Exercise description >>
For the entries below, state how many lines contain the string "from". Add nothing else.

Data provided >>
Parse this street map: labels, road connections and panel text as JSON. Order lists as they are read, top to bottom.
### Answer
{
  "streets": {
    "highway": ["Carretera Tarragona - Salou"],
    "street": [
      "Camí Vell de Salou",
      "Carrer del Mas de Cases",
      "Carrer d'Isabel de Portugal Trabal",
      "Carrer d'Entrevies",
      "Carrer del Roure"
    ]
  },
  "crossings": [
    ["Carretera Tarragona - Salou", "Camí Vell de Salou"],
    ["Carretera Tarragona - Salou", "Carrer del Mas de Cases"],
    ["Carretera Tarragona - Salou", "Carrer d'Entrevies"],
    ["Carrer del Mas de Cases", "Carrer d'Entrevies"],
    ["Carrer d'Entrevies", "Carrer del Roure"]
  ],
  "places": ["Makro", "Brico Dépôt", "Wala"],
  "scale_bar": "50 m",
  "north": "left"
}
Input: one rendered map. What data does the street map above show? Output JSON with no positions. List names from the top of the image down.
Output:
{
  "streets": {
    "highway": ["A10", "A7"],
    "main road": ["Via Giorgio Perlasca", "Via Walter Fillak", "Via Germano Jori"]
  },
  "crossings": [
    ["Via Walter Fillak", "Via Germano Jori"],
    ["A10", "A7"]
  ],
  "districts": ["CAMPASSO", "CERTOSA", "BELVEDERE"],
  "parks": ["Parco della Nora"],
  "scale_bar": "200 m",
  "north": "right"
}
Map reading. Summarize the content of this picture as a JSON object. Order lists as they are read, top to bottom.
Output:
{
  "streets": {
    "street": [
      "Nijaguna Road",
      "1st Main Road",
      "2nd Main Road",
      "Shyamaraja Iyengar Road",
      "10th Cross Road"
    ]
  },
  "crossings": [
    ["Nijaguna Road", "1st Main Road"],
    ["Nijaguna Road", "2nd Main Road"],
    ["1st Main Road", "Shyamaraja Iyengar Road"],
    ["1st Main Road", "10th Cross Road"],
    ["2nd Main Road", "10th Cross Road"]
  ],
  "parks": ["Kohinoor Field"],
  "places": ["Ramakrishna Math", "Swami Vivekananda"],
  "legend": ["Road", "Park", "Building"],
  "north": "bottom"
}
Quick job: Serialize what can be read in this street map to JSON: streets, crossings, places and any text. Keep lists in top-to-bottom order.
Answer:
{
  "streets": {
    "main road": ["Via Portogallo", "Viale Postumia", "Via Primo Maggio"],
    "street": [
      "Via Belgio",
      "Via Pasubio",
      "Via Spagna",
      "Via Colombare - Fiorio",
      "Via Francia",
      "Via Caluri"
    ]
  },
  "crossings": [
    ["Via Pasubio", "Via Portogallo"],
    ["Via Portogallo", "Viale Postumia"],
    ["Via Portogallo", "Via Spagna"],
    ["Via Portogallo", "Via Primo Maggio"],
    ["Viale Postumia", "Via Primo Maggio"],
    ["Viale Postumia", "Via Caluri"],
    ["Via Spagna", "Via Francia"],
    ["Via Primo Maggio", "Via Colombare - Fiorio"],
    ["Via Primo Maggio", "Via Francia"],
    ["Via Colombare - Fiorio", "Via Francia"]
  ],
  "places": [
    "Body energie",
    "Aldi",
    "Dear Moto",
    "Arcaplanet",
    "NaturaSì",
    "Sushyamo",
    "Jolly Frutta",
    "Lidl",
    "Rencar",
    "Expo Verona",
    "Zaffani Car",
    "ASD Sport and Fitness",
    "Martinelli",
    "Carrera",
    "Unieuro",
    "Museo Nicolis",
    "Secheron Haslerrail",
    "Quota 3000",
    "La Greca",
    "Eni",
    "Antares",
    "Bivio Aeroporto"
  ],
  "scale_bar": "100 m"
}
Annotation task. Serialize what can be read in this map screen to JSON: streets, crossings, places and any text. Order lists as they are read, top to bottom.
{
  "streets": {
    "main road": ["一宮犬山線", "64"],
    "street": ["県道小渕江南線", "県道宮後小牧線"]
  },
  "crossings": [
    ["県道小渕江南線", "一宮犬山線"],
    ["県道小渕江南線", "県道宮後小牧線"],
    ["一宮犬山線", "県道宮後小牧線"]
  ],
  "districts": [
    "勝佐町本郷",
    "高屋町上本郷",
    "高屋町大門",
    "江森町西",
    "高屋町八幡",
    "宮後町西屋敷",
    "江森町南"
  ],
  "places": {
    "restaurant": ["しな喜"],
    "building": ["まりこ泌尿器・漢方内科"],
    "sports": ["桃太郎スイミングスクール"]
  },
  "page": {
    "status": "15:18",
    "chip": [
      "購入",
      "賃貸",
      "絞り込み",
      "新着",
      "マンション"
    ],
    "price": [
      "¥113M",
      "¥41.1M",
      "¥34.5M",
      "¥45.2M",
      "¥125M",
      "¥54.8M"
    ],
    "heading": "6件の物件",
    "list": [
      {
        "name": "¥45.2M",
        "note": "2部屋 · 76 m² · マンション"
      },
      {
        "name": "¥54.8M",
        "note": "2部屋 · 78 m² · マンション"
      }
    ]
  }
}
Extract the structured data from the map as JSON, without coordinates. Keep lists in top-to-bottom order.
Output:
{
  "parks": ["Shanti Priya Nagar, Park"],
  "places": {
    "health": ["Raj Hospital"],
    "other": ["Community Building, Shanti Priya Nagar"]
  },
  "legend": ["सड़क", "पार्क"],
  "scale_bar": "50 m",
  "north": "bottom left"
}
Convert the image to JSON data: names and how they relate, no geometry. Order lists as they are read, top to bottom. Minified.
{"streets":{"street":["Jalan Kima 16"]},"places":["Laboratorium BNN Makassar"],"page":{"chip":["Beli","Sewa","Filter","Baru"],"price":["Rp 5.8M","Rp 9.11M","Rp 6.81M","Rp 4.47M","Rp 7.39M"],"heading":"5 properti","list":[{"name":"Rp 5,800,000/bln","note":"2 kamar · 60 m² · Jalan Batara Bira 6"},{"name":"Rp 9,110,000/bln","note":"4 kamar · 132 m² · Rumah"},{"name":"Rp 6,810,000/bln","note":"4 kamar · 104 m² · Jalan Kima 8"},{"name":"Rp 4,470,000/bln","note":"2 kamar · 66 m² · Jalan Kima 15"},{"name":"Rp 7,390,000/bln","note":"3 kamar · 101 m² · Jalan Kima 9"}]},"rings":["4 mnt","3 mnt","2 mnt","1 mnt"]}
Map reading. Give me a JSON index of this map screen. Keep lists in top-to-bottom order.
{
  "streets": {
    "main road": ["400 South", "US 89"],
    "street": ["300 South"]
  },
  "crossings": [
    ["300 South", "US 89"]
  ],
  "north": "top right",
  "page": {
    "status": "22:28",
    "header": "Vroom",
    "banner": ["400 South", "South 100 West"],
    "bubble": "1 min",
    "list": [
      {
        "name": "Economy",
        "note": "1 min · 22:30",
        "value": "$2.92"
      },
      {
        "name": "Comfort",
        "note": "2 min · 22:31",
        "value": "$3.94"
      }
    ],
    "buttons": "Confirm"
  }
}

Result of this task >>
2